**Instructions for the task:** Search the material below for "cover" and copy every line where it occurs.

**Information supplied:**
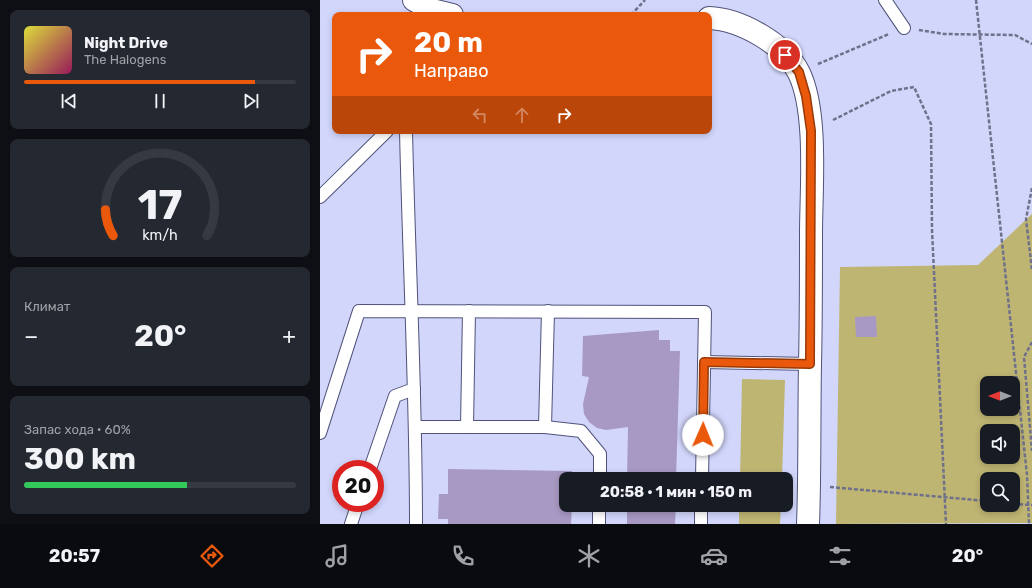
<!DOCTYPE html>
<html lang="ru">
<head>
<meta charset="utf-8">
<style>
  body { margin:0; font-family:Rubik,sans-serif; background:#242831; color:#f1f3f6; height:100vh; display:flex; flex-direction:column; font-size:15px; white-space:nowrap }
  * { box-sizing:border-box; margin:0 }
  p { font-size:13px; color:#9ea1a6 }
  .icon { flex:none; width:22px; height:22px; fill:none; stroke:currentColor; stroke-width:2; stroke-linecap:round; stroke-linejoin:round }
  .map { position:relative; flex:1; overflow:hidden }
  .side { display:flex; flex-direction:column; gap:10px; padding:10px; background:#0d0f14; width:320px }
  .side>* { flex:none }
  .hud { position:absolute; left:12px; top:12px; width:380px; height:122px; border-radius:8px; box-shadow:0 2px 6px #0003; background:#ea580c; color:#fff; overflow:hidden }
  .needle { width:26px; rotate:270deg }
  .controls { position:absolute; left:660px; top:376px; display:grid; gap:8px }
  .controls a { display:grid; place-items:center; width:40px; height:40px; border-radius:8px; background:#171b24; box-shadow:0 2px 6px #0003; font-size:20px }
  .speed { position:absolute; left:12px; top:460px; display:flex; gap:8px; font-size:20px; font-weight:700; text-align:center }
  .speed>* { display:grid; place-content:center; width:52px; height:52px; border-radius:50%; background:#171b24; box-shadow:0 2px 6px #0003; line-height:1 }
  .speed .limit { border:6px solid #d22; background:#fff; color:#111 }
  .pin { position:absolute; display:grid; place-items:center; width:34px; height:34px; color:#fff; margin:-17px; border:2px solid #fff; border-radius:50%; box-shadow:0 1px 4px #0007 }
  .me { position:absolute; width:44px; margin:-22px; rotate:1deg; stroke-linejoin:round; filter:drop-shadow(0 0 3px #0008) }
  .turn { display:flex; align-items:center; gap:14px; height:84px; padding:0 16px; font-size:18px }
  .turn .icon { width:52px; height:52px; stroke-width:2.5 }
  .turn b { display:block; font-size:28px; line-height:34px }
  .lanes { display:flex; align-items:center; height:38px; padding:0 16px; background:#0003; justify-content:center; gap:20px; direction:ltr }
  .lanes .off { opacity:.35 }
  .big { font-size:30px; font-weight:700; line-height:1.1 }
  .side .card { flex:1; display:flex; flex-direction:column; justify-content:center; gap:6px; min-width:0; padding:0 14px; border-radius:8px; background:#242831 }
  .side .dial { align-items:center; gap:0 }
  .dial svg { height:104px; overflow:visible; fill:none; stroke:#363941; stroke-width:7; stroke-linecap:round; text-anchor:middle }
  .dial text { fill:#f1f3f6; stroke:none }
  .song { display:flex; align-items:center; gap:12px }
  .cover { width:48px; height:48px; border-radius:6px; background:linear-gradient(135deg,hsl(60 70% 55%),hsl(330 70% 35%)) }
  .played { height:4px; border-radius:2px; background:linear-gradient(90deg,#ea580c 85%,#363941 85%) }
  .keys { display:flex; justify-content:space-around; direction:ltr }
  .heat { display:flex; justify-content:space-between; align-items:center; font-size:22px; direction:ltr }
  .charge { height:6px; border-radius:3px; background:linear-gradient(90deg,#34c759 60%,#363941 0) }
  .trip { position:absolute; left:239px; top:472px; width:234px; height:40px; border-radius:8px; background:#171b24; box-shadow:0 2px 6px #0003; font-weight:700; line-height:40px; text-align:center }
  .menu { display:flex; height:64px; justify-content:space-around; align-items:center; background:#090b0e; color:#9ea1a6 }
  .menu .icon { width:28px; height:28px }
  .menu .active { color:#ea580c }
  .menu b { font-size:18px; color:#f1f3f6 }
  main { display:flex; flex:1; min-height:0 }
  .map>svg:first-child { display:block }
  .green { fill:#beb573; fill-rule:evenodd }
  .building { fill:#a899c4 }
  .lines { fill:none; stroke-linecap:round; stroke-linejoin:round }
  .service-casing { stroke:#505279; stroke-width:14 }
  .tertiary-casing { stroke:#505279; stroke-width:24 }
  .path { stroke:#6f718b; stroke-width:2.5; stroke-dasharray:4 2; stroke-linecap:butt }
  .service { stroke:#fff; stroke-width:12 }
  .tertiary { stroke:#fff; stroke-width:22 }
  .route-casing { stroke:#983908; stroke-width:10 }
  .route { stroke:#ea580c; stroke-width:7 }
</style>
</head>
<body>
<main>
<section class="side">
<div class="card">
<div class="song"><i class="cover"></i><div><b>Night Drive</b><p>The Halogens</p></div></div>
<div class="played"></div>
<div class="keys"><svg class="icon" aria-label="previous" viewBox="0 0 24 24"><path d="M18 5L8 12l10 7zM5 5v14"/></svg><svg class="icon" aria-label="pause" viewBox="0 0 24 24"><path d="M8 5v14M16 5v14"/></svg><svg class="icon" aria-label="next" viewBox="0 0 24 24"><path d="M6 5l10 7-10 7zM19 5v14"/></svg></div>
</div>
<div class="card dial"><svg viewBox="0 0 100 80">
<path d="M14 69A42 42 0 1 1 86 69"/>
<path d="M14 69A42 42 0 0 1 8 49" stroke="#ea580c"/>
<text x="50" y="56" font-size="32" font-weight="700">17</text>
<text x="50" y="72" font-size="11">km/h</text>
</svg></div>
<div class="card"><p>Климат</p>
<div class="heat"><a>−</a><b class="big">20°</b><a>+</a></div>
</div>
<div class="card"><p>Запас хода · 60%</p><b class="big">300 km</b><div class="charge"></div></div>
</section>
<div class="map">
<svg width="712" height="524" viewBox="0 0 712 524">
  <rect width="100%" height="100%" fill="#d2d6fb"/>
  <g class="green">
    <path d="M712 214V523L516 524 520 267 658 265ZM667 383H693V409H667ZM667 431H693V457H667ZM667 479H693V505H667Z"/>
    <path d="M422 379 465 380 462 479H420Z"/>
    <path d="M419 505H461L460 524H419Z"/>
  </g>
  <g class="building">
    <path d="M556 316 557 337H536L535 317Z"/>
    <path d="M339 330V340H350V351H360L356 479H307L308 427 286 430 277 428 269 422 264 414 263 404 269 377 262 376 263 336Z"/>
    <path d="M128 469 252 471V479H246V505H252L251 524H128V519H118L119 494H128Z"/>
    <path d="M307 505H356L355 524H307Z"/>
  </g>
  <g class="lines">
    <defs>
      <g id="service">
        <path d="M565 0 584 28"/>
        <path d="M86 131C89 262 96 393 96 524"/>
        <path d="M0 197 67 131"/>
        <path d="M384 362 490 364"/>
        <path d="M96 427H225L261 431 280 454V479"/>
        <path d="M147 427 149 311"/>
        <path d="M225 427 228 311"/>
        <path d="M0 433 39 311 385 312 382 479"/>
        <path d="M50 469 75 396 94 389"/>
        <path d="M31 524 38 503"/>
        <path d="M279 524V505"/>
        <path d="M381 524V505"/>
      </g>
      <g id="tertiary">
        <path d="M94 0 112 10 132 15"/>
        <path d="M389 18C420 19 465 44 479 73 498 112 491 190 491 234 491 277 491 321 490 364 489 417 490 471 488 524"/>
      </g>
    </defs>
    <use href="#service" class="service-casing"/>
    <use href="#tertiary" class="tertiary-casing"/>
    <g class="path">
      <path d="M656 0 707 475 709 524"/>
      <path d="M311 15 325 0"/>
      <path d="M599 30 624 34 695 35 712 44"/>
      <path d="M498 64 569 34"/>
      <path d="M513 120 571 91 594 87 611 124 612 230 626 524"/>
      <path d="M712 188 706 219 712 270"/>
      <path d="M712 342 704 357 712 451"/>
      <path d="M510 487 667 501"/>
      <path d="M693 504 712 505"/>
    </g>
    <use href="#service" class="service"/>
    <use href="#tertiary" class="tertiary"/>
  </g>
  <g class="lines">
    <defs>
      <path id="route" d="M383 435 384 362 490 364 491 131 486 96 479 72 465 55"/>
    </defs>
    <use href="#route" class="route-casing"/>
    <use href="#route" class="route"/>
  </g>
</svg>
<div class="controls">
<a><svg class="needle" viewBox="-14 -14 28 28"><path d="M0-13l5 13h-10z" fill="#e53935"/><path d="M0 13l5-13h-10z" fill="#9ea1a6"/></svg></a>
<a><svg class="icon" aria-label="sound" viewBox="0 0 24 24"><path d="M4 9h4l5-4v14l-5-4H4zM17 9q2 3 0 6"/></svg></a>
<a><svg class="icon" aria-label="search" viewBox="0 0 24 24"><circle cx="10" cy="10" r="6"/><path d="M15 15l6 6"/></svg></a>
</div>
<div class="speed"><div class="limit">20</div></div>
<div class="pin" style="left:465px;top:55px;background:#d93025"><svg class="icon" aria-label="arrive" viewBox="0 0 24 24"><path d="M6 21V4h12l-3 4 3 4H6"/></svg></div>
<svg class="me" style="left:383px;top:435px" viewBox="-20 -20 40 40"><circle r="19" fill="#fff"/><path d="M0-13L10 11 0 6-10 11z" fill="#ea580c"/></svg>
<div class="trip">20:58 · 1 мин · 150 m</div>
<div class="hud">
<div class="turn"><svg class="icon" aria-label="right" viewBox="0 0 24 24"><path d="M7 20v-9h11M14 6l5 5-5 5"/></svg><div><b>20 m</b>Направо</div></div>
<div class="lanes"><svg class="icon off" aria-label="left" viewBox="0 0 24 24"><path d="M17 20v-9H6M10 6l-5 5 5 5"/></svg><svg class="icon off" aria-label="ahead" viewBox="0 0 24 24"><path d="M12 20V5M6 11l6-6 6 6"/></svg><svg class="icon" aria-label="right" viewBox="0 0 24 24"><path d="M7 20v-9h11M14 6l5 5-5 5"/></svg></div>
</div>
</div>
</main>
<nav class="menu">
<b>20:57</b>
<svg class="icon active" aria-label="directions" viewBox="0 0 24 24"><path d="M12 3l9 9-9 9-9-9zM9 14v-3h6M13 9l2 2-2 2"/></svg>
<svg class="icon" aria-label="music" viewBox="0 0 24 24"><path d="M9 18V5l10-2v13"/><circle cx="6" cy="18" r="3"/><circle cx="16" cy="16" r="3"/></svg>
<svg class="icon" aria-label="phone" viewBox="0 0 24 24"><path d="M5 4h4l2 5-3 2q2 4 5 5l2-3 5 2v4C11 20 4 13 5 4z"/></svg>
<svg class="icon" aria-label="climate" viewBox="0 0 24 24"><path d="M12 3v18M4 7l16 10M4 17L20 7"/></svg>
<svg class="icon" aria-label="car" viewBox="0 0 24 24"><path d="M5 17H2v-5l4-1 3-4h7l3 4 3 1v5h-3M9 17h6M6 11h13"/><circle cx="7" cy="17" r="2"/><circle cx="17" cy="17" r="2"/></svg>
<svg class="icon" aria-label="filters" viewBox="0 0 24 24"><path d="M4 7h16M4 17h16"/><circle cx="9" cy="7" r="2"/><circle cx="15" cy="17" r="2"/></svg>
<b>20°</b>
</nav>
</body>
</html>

**Solved problem:**
  .cover { width:48px; height:48px; border-radius:6px; background:linear-gradient(135deg,hsl(60 70% 55%),hsl(330 70% 35%)) }
<div class="song"><i class="cover"></i><div><b>Night Drive</b><p>The Halogens</p></div></div>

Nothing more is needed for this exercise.